Potential acquirers include First Chicago NBD Corp., Banc One Corp., Norwest Inc., U.S. Bancorp, National City Corp., ABN Amro NV, and National Bank of Australia, he said.
Others on Wall Street agree that it is just a matter of time before the bank is taken out.
ABN Amro Chicago Corp. analyst James Schutz - who has a "buy" on Firstar-acknowledged its difficulties but said that "a number of buyers would be interested in the company because it has a premiere franchise."
Mr. Schutz pointed out that Firstar has a fairly sizable market share in the Midwest and a strong asset management group with "an outstanding reputation."
The analyst estimated that investors could earn a premium of 20% to 25% in a sale.
Analyst Katrina Blecher of Gruntal & Co. also believes that Firstar is ripe for plucking, particularly by U.S. Bancorp.

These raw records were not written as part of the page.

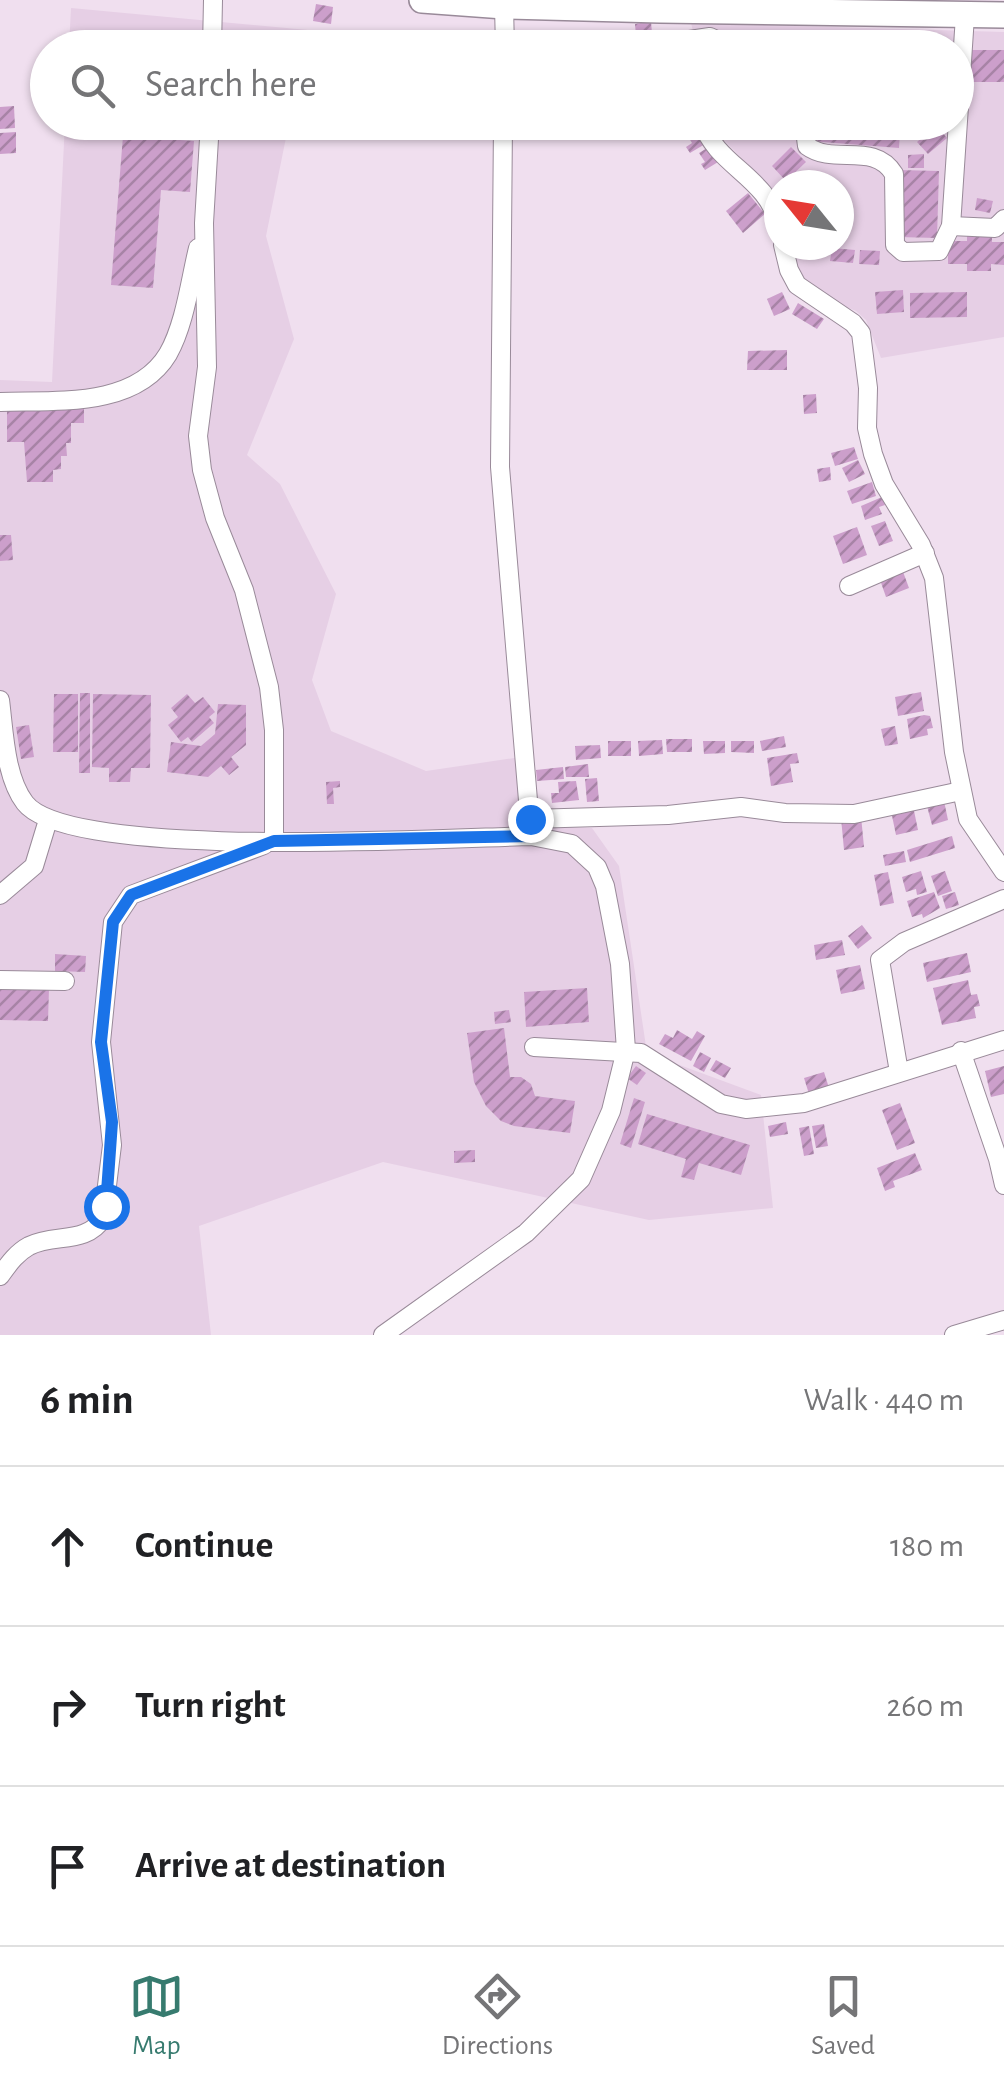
<!DOCTYPE html>
<meta charset="utf-8">
<style>
:root{--surface:#fff;--page:#f2f2f2;--text:#202124;--muted:#757577;--line:#e0e0e0;--accent:#377b6f}
body{margin:0;font-family:"Alegreya Sans",sans-serif;background:var(--page);color:var(--text)}
.compass{position:absolute;left:764px;top:170px;width:90px;height:90px;border-radius:50%;background:var(--surface);box-shadow:0 2px 8px #0004;rotate:300deg}
.stop{position:absolute;width:30px;height:30px;margin:-22px;border:8px solid #1a73e8;border-radius:50%;background:#fff}
.stop.end{background:#1a73e8;border-color:#fff;box-shadow:0 2px 10px #0008}
.list{margin:0;padding:0;list-style:none}
h2{display:flex;justify-content:space-between;align-items:center;height:130px;margin:0;padding:0 40px;font-size:42px}
h2 small{font-size:32px;font-weight:400;color:var(--muted)}
.list li{display:grid;grid-template-columns:65px 1fr auto;gap:30px;align-items:center;box-sizing:border-box;height:160px;padding:0 40px;border-top:2px solid var(--line)}
.list b{display:block;font-size:38px;white-space:nowrap}
.list em{font-size:32px;font-style:normal;color:var(--muted)}
.icon{flex:none;width:55px;height:55px;fill:none;stroke:currentColor;stroke-width:2;stroke-linecap:round;stroke-linejoin:round}
.map{position:relative;flex:none;width:1004px;height:1335px;overflow:hidden}
.search{position:absolute;background:var(--surface);box-shadow:0 2px 8px #0004;left:30px;right:30px;top:30px;height:110px;display:flex;align-items:center;gap:25px;box-sizing:border-box;padding:0 35px;border-radius:55px;color:var(--muted);font-size:38px}
.sheet{height:610px;background:var(--surface)}
nav{display:flex;justify-content:space-around;align-items:center;box-sizing:border-box;height:140px;border-top:2px solid var(--line);background:var(--surface);font-size:28px;color:var(--muted)}
nav a{display:grid;justify-items:center;gap:5px}
nav .on{color:var(--accent)}
.map>svg:first-child{display:block}
</style>
<div class="map">
<svg width="1004" height="1335" viewBox="0 0 1004 1335">
<defs>
<pattern id="building-hatch" width="6" height="6" patternUnits="userSpaceOnUse" patternTransform="scale(2.5)"><rect width="6" height="6" fill="#cc9fcb"/><path d="M-1 1l2-2M0 6l6-6M5 7l2-2" fill="none" stroke="#a783a6"/></pattern>
</defs>
<rect width="100%" height="100%" fill="#f0dfef"/>
<g fill="#e6cfe5">
<polygon points="71,8 308,30 304,47 69,48"/>
<polygon points="691,23 1004,32 1004,337 881,358 866,320 856,311 815,294 796,267 790,245 839,245 839,185 779,185 779,196 716,132 714,123 956,122 956,48 697,47"/>
<polygon points="65,123 289,123 266,236 294,339 247,455 280,484 336,594 312,680 331,731 426,771 521,757 521,827 592,828 619,866 647,1053 761,1095 773,1208 649,1220 383,1162 199,1226 211,1335 0,1335 0,380 52,382"/>
</g>
<g fill="url(#building-hatch)">
<polygon points="316,4 333,7 331,24 313,21"/>
<polygon points="651,21 652,34 636,36 635,24"/>
<polygon points="659,35 661,44 644,48 642,39"/>
<polygon points="969,50 1004,50 1004,82 968,82"/>
<polygon points="14,106 15,128 0,129 0,107"/>
<polygon points="690,122 695,130 700,127 710,141 690,153 686,147 692,143 682,127"/>
<polygon points="741,122 775,122 774,131 740,129"/>
<polygon points="811,124 900,131 899,148 810,141"/>
<polygon points="936,125 947,138 928,154 917,142"/>
<polygon points="16,132 16,153 0,154 0,133"/>
<polygon points="123,136 194,141 190,192 161,190 153,288 111,285"/>
<polygon points="712,145 723,159 705,170 701,164 705,162 699,153"/>
<polygon points="791,147 806,162 786,181 772,166"/>
<polygon points="924,154 924,168 908,168 908,155"/>
<polygon points="898,170 939,171 937,238 897,237"/>
<polygon points="748,193 765,214 743,233 726,211"/>
<polygon points="977,198 993,201 990,213 975,210"/>
<polygon points="967,235 992,235 992,242 1004,242 1004,265 991,264 991,271 967,271 967,264 948,264 948,241 967,241"/>
<polygon points="832,248 855,250 853,263 830,261"/>
<polygon points="860,250 880,251 879,265 859,264"/>
<polygon points="903,290 904,312 877,314 875,292"/>
<polygon points="782,292 790,309 774,316 767,299"/>
<polygon points="967,292 967,317 910,318 910,293"/>
<polygon points="798,303 824,319 817,329 792,314"/>
<polygon points="787,350 787,370 747,370 748,351"/>
<polygon points="816,394 817,413 804,414 803,395"/>
<polygon points="84,402 84,423 71,423 71,443 66,443 67,456 61,456 61,469 53,470 53,482 27,482 24,442 7,442 7,404"/>
<polygon points="854,447 858,459 835,466 831,453"/>
<polygon points="858,460 865,474 849,482 842,468"/>
<polygon points="830,467 831,480 819,482 817,469"/>
<polygon points="872,482 876,496 852,504 847,491"/>
<polygon points="882,497 885,505 879,507 882,514 865,520 861,506"/>
<polygon points="885,521 893,541 879,546 871,526"/>
<polygon points="857,527 867,555 843,564 833,536"/>
<polygon points="0,535 11,535 13,560 0,561"/>
<polygon points="902,569 909,588 886,597 879,577"/>
<polygon points="921,692 924,711 898,716 895,697"/>
<polygon points="80,693 90,693 90,773 79,773"/>
<polygon points="54,694 78,694 78,752 53,752"/>
<polygon points="93,694 151,695 150,768 131,768 130,782 109,782 109,768 92,767"/>
<polygon points="187,694 195,703 203,697 215,712 209,717 214,723 192,742 188,737 181,742 168,725 178,717 171,708"/>
<polygon points="218,704 246,705 246,745 231,757 239,767 229,775 221,766 208,777 167,772 171,742 201,746 215,734"/>
<polygon points="924,715 930,716 933,728 927,729 928,735 910,739 907,719"/>
<polygon points="29,725 34,757 21,759 16,727"/>
<polygon points="895,726 898,744 885,746 881,729"/>
<polygon points="784,736 786,747 762,751 760,741"/>
<polygon points="666,739 692,739 692,752 667,752"/>
<polygon points="662,740 663,754 639,756 638,741"/>
<rect x="608" y="741" width="23" height="15"/>
<polygon points="703,741 725,741 725,753 704,754"/>
<polygon points="731,741 754,741 754,753 731,752"/>
<polygon points="600,745 601,758 576,760 575,746"/>
<polygon points="797,753 799,763 790,764 793,782 771,786 767,758"/>
<polygon points="588,764 589,777 566,777 565,767"/>
<polygon points="563,767 564,779 537,781 536,770"/>
<polygon points="597,778 599,801 587,802 585,779"/>
<polygon points="340,781 340,787 333,788 334,804 327,804 326,782"/>
<polygon points="576,781 579,800 552,803 551,793 559,793 558,782"/>
<polygon points="944,801 948,820 932,825 927,806"/>
<polygon points="913,806 918,830 896,835 891,811"/>
<polygon points="861,816 864,847 844,850 841,818"/>
<polygon points="952,836 955,848 910,862 907,850"/>
<polygon points="904,851 906,862 885,866 883,855"/>
<polygon points="921,871 927,892 917,895 916,889 906,892 902,877"/>
<polygon points="945,871 952,891 938,896 931,876"/>
<polygon points="888,872 894,903 880,906 874,875"/>
<polygon points="934,892 940,908 923,918 922,914 912,917 907,901"/>
<polygon points="955,892 959,905 946,909 942,896"/>
<polygon points="862,925 872,938 858,949 848,936"/>
<polygon points="842,940 845,955 816,960 814,945"/>
<polygon points="967,953 971,972 927,982 923,963"/>
<polygon points="55,954 86,956 85,972 55,971"/>
<polygon points="860,965 865,989 841,994 836,970"/>
<polygon points="968,980 971,995 977,994 980,1006 974,1007 976,1018 942,1025 933,988"/>
<polygon points="0,987 49,988 48,1021 0,1020"/>
<polygon points="587,988 589,1022 526,1027 524,992"/>
<polygon points="509,1010 511,1022 495,1024 494,1012"/>
<polygon points="504,1028 510,1077 521,1077 531,1084 535,1096 575,1101 570,1133 514,1126 501,1121 486,1106 474,1082 467,1033"/>
<polygon points="677,1030 692,1039 697,1031 705,1036 691,1061 659,1044 665,1034 673,1038"/>
<polygon points="700,1052 711,1058 704,1072 693,1066"/>
<polygon points="716,1060 731,1068 725,1078 710,1070"/>
<polygon points="636,1066 646,1073 637,1085 627,1078"/>
<polygon points="1004,1066 1004,1094 991,1097 985,1071"/>
<polygon points="824,1072 829,1088 809,1094 804,1078"/>
<polygon points="634,1098 645,1102 631,1148 620,1144"/>
<polygon points="900,1103 915,1143 897,1150 882,1110"/>
<polygon points="647,1114 750,1145 741,1175 699,1163 694,1180 681,1177 686,1159 638,1144"/>
<polygon points="786,1122 788,1134 770,1137 768,1126"/>
<polygon points="824,1124 828,1146 816,1148 812,1126"/>
<polygon points="809,1126 814,1154 804,1156 799,1128"/>
<polygon points="475,1150 475,1162 454,1163 454,1151"/>
<polygon points="915,1153 922,1170 893,1181 895,1187 885,1191 877,1168"/>
</g>
<g fill="none" stroke-linecap="round" stroke-linejoin="round">
<g stroke="#998a99" stroke-width="20">
<g id="minor">
<polyline points="504,6 505,48"/>
<polyline points="676,42 710,37 734,48"/>
<polyline points="212,48 213,0"/>
<polyline points="210,122 204,223 207,367 198,436 202,470 215,518 244,590 269,687 274,730 274,841"/>
<polyline points="503,122 500,467 531,836"/>
<path d="M702 122C717 167 768 176 779 226"/>
<path d="M804 122 807 146C834 166 874 141 894 174L895 245 903 252 939 251 951 226 965 16"/>
<polyline points="951,226 995,228 1004,219"/>
<polyline points="783,245 789,270 797,285 853,323 861,333 868,388 867,428 873,454 884,484 921,545 934,578 954,752 968,819 1004,872"/>
<path d="M0 402C53 400 135 409 168 354 185 324 190 281 198 248"/>
<polyline points="849,586 925,553"/>
<path d="M0 700C4 731 5 777 25 803 70 861 446 838 531 836L572 844 597 867 605 886 620 964 626 1050 611 1111 581 1179 526 1233 383 1335"/>
<polyline points="530,819 668,815 741,807 785,813 854,814 961,791"/>
<polyline points="0,895 34,866 48,820"/>
<polyline points="0,980 65,981"/>
<polyline points="534,1047 641,1053 721,1104 746,1109 804,1103 1004,1040"/>
<polyline points="961,1051 998,1159 1004,1185"/>
<polyline points="899,1072 880,960 904,942 1004,899"/>
<path d="M0 1276C8 1265 16 1253 29 1246 55 1233 86 1245 103 1218L112 1145 101 1042 113 922 131 895 264 845"/>
<polyline points="954,1335 1004,1320"/>
</g>
</g>
<g stroke="#998a99" stroke-width="28">
<polyline id="highway" points="422,0 504,6 660,10 1004,15"/>
</g>
<use href="#minor" stroke="#fff" stroke-width="18"/>
<use href="#highway" stroke="#fff" stroke-width="25"/>
</g>
<g fill="none" stroke-linecap="round" stroke-linejoin="round">
<polyline stroke="#1a73e8" stroke-width="12" points="106,1206 112,1122 101,1042 113,922 131,895 274,841 531,836 530,819"/>
</g>
</svg>
<svg class="compass" viewBox="-18 -18 36 36"><path d="M0-13l5 13h-10z" fill="#e53935"/><path d="M0 13l5-13h-10z" fill="#757577"/></svg>
<div class="stop" style="left:106px;top:1206px"></div>
<div class="stop end" style="left:530px;top:819px"></div>
<div class="search"><svg class="icon" aria-label="search" viewBox="0 0 24 24"><circle cx="10" cy="10" r="6"/><path d="M15 15l6 6"/></svg>Search here</div>
</div>
<section class="sheet">
<h2>6 min<small>Walk · 440 m</small></h2>
<ul class="list">
<li><svg class="icon" aria-label="ahead" viewBox="0 0 24 24"><path d="M12 20V5M6 11l6-6 6 6"/></svg><div><b>Continue</b></div><em>180 m</em></li>
<li><svg class="icon" aria-label="right" viewBox="0 0 24 24"><path d="M7 20v-9h11M14 6l5 5-5 5"/></svg><div><b>Turn right</b></div><em>260 m</em></li>
<li><svg class="icon" aria-label="arrive" viewBox="0 0 24 24"><path d="M6 21V4h12l-3 4 3 4H6"/></svg><div><b>Arrive at destination</b></div></li>
</ul>
</section>
<nav>
<a class="on"><svg class="icon" aria-label="map" viewBox="0 0 24 24"><path d="M3 6l6-2 6 2 6-2v14l-6 2-6-2-6 2zM9 4v14M15 6v14"/></svg>Map</a>
<a><svg class="icon" aria-label="directions" viewBox="0 0 24 24"><path d="M12 3l9 9-9 9-9-9zM9 14v-3h6M13 9l2 2-2 2"/></svg>Directions</a>
<a><svg class="icon" aria-label="saved" viewBox="0 0 24 24"><path d="M7 4h10v16l-5-4-5 4z"/></svg>Saved</a>
</nav>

"Acquisitions happen in spurts," said Ms. Blecher. "Banc One is still busy digesting First USA; U.S. Bancorp's last acquisition was long enough ago that (it is) probably looking again."
However, some critics are so weary of the company's lackluster performance that they believe returns would be marginal if it were acquired.
Firstar "cut too much too fast, so that it has hurt fundamentally," said one source, who asked not to be identified.
The Milwaukee bank is "trading at a premium," the source said. "This company is not like Barnett Banks Inc.; there is no hidden gem in Firstar. If they were to be taken out, the upside is maybe 10%. It's not worth it."